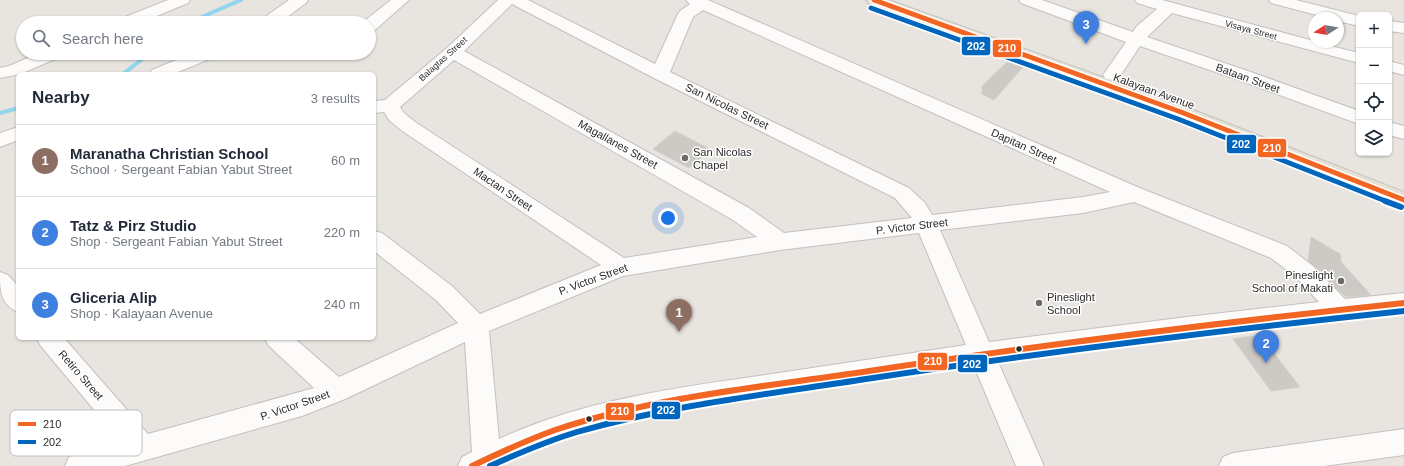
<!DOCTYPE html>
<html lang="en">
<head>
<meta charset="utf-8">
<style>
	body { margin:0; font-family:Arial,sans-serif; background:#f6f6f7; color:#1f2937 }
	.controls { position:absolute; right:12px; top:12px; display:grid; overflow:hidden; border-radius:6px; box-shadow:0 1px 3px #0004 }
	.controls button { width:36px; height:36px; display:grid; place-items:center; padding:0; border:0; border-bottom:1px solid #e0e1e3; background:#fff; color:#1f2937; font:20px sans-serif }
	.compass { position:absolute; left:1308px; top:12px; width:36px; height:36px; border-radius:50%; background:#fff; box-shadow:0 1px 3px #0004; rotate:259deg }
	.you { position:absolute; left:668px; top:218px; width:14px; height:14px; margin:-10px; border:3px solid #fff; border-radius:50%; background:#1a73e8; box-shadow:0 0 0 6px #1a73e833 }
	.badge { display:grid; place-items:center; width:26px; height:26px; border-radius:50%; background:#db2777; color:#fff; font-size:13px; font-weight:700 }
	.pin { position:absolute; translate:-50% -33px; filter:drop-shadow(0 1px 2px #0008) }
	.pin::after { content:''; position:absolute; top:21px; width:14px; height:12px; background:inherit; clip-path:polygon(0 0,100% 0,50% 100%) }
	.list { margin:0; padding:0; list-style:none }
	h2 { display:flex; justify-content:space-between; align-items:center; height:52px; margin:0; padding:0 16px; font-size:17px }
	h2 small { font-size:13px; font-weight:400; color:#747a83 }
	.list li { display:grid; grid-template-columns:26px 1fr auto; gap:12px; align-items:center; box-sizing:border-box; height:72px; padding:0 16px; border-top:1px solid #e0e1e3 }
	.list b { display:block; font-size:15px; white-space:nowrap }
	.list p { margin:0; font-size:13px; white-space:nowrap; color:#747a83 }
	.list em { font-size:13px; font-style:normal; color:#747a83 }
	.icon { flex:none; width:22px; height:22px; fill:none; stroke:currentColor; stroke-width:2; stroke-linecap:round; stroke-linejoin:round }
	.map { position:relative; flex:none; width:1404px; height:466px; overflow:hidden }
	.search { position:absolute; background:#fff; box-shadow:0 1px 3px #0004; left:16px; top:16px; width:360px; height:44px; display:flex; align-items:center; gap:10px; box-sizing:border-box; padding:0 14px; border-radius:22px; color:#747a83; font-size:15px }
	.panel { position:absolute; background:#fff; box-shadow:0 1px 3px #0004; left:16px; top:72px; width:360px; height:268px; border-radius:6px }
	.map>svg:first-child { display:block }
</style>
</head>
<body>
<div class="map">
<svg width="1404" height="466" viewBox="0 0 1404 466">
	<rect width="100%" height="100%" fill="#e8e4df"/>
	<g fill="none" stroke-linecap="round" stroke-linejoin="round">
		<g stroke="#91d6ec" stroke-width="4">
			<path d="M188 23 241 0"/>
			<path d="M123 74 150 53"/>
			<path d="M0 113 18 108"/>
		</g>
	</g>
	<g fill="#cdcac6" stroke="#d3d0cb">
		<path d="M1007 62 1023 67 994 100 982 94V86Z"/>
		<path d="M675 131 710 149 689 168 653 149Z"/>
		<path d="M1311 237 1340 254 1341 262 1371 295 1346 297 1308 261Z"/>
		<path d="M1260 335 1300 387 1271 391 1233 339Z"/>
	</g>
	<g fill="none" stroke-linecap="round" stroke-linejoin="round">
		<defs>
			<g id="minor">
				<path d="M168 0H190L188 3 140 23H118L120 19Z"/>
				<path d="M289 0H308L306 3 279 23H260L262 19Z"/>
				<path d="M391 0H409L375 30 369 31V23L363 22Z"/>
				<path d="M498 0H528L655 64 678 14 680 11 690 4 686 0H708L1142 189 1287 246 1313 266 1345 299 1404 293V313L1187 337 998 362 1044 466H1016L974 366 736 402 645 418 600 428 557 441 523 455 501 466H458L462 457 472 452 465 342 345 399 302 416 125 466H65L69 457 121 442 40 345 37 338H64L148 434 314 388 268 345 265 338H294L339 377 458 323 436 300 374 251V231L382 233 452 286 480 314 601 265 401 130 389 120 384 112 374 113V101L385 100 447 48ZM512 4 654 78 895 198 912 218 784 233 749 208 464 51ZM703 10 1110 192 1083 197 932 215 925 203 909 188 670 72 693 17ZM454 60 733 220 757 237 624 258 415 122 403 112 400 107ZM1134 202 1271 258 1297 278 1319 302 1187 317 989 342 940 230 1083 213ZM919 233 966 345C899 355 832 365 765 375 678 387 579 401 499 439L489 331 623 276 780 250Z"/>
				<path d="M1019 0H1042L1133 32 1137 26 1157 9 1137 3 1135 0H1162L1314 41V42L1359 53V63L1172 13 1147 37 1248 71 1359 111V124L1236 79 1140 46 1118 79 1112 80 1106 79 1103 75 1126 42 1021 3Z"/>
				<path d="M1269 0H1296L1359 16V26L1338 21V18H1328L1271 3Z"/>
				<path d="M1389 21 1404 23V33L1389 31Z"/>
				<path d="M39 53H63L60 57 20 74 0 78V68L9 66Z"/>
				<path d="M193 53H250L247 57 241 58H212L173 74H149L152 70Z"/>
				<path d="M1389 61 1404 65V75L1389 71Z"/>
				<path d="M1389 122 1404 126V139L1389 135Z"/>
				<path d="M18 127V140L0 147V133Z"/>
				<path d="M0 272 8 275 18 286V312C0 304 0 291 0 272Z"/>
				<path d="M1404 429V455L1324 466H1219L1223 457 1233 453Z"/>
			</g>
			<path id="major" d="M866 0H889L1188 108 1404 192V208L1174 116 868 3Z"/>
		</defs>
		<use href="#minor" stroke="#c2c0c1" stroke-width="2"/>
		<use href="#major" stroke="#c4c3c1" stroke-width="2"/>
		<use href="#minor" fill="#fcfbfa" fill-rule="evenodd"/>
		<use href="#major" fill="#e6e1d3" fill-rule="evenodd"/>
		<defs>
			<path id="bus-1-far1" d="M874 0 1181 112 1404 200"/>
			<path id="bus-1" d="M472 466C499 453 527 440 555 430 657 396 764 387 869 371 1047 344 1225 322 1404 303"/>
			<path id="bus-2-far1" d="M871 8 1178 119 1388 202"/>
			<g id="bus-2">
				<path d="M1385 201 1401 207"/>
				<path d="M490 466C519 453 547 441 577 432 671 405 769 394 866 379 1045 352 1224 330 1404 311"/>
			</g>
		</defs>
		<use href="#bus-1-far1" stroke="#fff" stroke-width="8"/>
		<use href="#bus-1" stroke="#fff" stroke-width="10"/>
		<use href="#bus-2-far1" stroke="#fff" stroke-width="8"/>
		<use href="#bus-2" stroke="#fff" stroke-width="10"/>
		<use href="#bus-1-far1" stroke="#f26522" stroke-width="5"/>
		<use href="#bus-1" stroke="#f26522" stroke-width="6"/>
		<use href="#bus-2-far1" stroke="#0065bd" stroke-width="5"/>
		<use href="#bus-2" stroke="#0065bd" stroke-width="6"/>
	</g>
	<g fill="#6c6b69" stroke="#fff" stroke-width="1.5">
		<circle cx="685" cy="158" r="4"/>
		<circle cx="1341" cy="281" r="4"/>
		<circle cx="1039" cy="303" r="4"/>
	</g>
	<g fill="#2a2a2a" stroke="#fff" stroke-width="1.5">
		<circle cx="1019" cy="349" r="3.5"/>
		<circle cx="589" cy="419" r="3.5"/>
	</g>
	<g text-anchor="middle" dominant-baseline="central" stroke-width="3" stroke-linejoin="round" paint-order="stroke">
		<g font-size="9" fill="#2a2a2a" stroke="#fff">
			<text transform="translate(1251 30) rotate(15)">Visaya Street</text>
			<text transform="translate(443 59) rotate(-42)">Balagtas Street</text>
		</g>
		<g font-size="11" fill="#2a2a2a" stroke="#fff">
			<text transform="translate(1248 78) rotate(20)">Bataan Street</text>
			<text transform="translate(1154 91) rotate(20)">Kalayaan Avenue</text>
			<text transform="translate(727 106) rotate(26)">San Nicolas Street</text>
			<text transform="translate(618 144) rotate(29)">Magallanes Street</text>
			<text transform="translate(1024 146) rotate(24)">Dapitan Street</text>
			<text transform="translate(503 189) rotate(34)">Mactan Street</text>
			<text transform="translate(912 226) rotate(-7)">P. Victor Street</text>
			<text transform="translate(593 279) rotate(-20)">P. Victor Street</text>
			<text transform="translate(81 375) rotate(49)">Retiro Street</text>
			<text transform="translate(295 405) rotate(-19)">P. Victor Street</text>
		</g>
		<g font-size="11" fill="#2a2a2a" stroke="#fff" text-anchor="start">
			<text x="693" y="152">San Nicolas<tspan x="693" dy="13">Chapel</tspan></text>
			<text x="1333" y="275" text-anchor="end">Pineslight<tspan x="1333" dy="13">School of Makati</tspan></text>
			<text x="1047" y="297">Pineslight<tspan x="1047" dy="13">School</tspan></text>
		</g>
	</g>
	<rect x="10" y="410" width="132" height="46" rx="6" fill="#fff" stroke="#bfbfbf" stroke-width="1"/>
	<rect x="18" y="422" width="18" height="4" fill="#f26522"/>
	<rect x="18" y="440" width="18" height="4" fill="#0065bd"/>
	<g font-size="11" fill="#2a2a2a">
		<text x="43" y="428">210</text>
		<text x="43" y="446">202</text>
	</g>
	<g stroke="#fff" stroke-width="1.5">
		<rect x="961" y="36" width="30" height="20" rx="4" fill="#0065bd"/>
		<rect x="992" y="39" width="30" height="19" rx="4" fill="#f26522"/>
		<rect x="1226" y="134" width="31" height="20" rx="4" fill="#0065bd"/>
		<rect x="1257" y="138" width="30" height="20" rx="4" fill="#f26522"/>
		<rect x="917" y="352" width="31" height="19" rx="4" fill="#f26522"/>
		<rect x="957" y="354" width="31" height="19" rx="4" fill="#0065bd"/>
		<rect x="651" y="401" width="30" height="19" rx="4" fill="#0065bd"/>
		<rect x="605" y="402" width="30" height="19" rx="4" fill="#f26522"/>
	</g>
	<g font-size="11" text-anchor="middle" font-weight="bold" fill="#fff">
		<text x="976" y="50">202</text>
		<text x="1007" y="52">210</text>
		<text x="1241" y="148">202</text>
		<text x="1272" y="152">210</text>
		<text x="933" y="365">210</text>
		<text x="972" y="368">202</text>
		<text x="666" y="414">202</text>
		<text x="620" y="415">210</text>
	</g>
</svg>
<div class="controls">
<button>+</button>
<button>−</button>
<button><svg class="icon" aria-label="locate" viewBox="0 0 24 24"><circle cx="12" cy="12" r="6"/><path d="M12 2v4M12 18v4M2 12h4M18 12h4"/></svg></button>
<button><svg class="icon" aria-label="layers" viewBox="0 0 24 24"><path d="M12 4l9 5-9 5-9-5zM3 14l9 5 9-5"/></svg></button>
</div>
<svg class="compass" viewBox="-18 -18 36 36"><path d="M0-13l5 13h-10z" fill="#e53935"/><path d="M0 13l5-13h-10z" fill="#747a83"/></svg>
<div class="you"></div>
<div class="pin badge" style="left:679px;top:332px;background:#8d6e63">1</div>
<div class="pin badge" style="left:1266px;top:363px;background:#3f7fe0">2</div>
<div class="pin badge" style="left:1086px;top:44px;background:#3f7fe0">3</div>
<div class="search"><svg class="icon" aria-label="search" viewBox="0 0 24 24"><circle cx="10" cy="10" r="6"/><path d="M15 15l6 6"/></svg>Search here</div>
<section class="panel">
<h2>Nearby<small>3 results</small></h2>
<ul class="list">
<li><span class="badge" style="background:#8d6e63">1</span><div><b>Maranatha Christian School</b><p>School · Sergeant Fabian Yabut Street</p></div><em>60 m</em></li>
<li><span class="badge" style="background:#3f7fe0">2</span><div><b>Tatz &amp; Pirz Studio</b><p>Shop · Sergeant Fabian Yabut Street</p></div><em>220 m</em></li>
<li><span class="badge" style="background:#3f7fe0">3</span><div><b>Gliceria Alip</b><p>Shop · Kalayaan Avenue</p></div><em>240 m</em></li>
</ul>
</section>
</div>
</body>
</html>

☆ ☆ ☆ ☆ ☆

Work request ▸
Pictures should not appear; only the lines from the start of the listing above to the line containing "position:absolute; right:12px; top:12px;", both ends included, are to be repeated exactly.

The answer ▸
<!DOCTYPE html>
<html lang="en">
<head>
<meta charset="utf-8">
<style>
	body { margin:0; font-family:Arial,sans-serif; background:#f6f6f7; color:#1f2937 }
	.controls { position:absolute; right:12px; top:12px; display:grid; overflow:hidden; border-radius:6px; box-shadow:0 1px 3px #0004 }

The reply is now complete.